To explore the possibility that RSC from very young 3xTg-AD mice reflects similar molecular alterations to the ones observed in the hippocampus, we evaluated the presence of Aβ in pyramidal cells from RSC (Figure 2A). As expected, the RSC from Non-Tg samples showed low-detectable traces of extracellular and intracellular Aβ accumulation (Figure 2B). In contrast, immunohistochemical detection with BAM10 revealed the existence of intracellular Aβ primarily at layer V pyramidal neurons in the 30-day-old 3xTg-AD mice (Figure 2C, see magnification in 2C’). The presence of somatic Aβ outside layer V was barely detected in the 3xTg-AD samples (Figure 2D). Again, the presence of Aβ in pyramidal cells continued along layer V of 3xTg-AD independent samples (Figure 2D, E, see magnification and white arrows in 2D’ and 2E’). Fewer cells from layer VI comprising Aβ were detected (Figure 2E). When we compared the relative Aβ fluorescence, 3xTg-AD group exhibited a significantly higher fluorescence than the Non-Tg group (p = 0.0002, Mann-Whitney U test, n = 4, Figure 2F). Summarizing, the RSC from very young 3xTg-AD mice showed intracellular Aβ accumulation.

Figure 2.

Accumulation of intracellular Aβ in the RSC of young 3xTg-AD mice. Representative diagram (left) and photograph of the RSC, and adjacent areas, with Nissl stain (right) showing the different layers of the RSC (A). BAM10 immunosignal RSC of Non-Tg animals (B, coronal cut). Independent samples of positive Aβ fluorescence in the RSC of 3xTg-AD mice (C to E, layer V). See magnifications in C’, D’, and E’. Fluorescence quantification revealed a significant increase in the mean intensity of Aβ staining in young 3xTg-AD mice compared to Non-Tg mice. Scale bar 100 µm. Interhemispheric fissure (IF). All graphs show experimental mean and standard error of the mean; * denotes a significant difference, p < 0.0002.

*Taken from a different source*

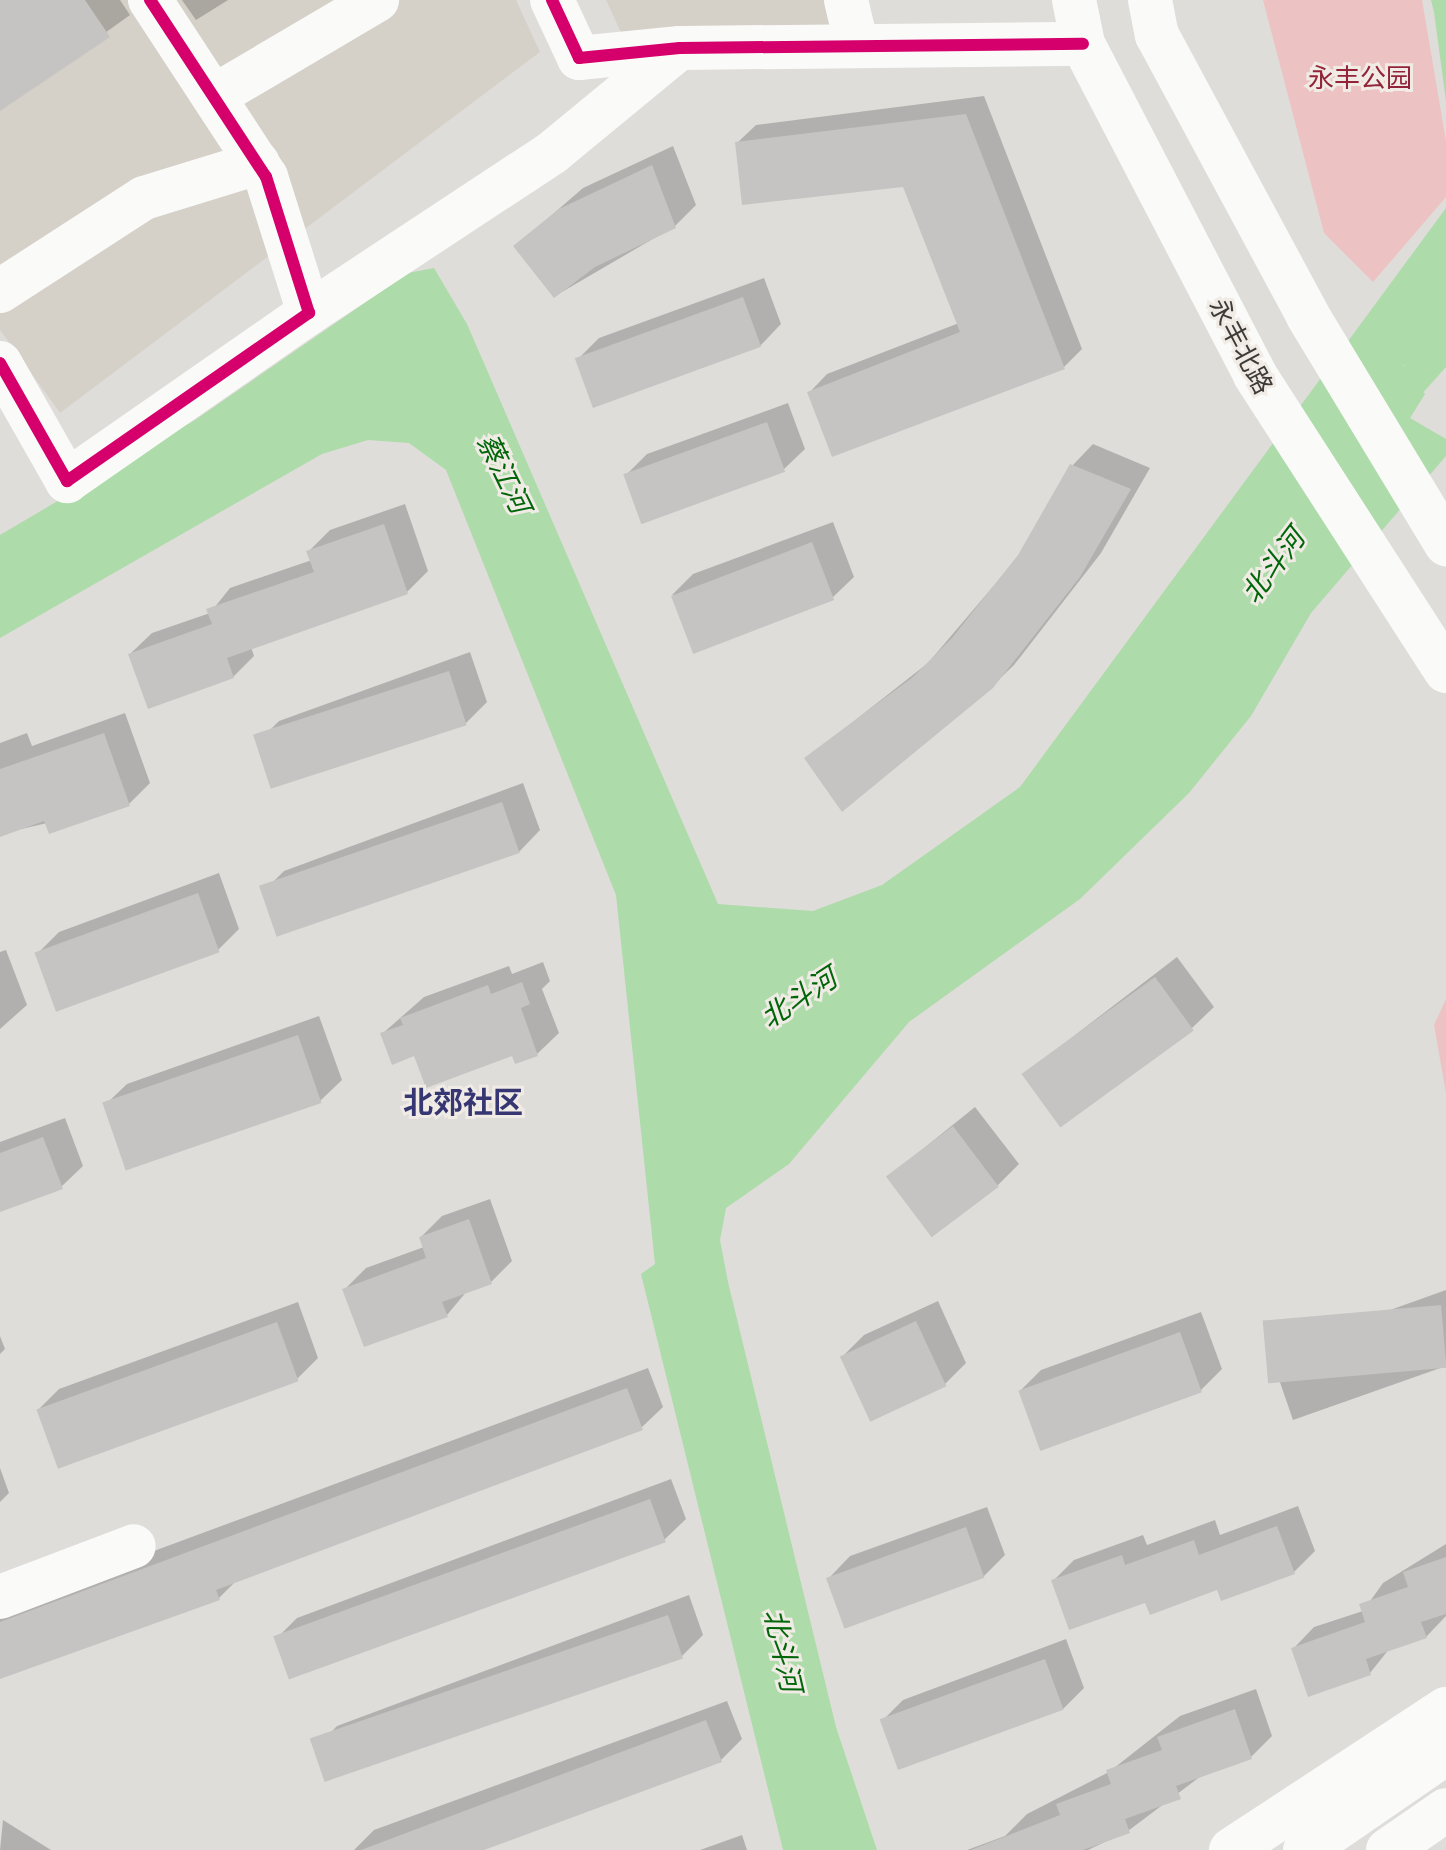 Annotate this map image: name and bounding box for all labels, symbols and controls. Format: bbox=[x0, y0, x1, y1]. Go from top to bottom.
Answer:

RSC cells from young 3xTg-AD mice exhibit intracellular pTau accumulation

Further pursuing the molecular characterization of RSC cells from very young 3xTg-AD mice (Figure 3A), we evaluated the potential changes in pTau levels. In accordance with our previous findings in the hippocampus, RSC from Non-Tg samples showed low-detectable traces of pTau (Figure 3B). In contrast, the pyramidal cells from 3xTg-AD RSC-layer V exhibited increased levels of phosphorylated tau at MDr site S396 (Figure 3C). Cells from all the layers of the RSC (I to VI) were characterized by the presence of pTau (Figure C, see magnification in C’). Increases in pTau were not only detected in somata but also in all the dendritic compartments of RSC cells (Figure 3Dto E’). When we quantified the relative fluorescence of pTau, the 3xTg-AD group showed a significant increase when directly compared to the Non-Tg group (p = 0.0001, Mann-Whitney U test, n = 4, Figure 3F).

Figure 3.

Accumulation of intracellular pTau in the RSC of young 3xTg-AD mice. Representative diagram (left) and photograph of the RSC, and adjacent areas, with Nissl stain (right) showing its different layers (A). Anti-pSer396-tau immunosignal in the RSC of Non-Tg animals (B). Independent samples of positive pTau fluorescence in RSC of 3xTg-AD mice (C, see magnification in C’, layers I to VI). Positive dendritic fluorescence in layers II to IV (D). Positive cell bodies in layers II and III (E, see magnification in E’). Fluorescence quantification revealed a significant increase in the mean intensity of pTau staining compared to Non-Tg mice. Scale bar 100 µm. All graphs show experimental mean and standard error of the mean; * denotes a significant difference, p < 0.0001.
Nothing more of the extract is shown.